_Instructions to follow_. Retype the entries exactly, but skip the pictures.

Segment Open

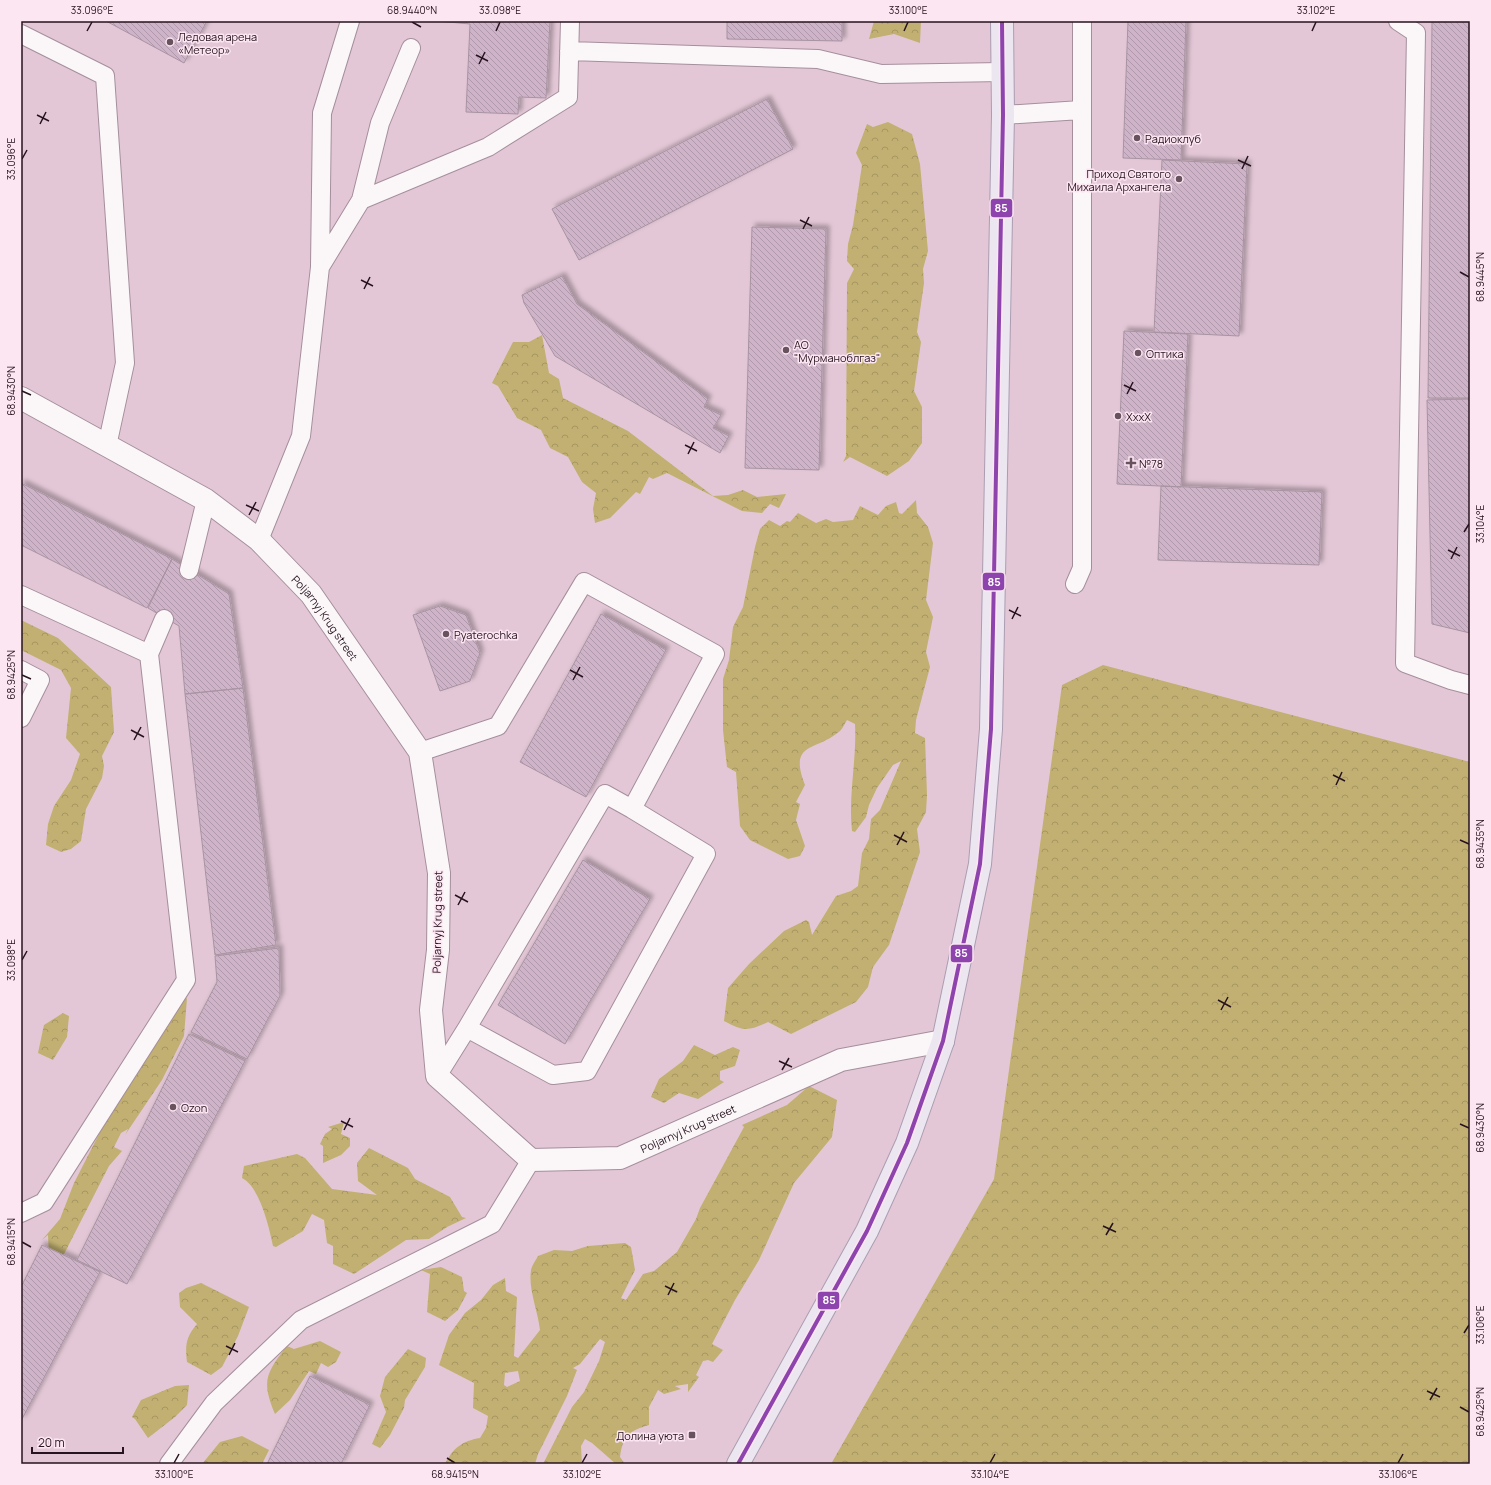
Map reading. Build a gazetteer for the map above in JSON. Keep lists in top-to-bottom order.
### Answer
{
  "streets": {
    "street": ["Poljarnyj Krug street"]
  },
  "places": {
    "other": [
      "Ледовая арена «Метеор»",
      "Радиоклуб",
      "Приход Святого Михаила Архангела",
      "AO \"Мурманоблгаз\"",
      "Оптика",
      "XxxX",
      "Pyaterochka",
      "Ozon"
    ],
    "health": ["№78"],
    "transit": ["Долина уюта"]
  },
  "lines": ["transit line 85"],
  "scale_bar": "20 m",
  "coordinates": [
    "33.096°E",
    "68.9440°N",
    "33.098°E",
    "33.100°E",
    "33.102°E",
    "68.9445°N",
    "68.9430°N",
    "33.104°E",
    "68.9425°N",
    "68.9435°N",
    "68.9415°N",
    "33.106°E"
  ]
}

Segment Closed

_Written response_.
Map reading. Build a gazetteer for the map above in JSON. Keep lists in top-to-bottom order.
### Answer
{
  "streets": {
    "street": ["Poljarnyj Krug street"]
  },
  "places": {
    "other": [
      "Ледовая арена «Метеор»",
      "Радиоклуб",
      "Приход Святого Михаила Архангела",
      "AO \"Мурманоблгаз\"",
      "Оптика",
      "XxxX",
      "Pyaterochka",
      "Ozon"
    ],
    "health": ["№78"],
    "transit": ["Долина уюта"]
  },
  "lines": ["transit line 85"],
  "scale_bar": "20 m",
  "coordinates": [
    "33.096°E",
    "68.9440°N",
    "33.098°E",
    "33.100°E",
    "33.102°E",
    "68.9445°N",
    "68.9430°N",
    "33.104°E",
    "68.9425°N",
    "68.9435°N",
    "68.9415°N",
    "33.106°E"
  ]
}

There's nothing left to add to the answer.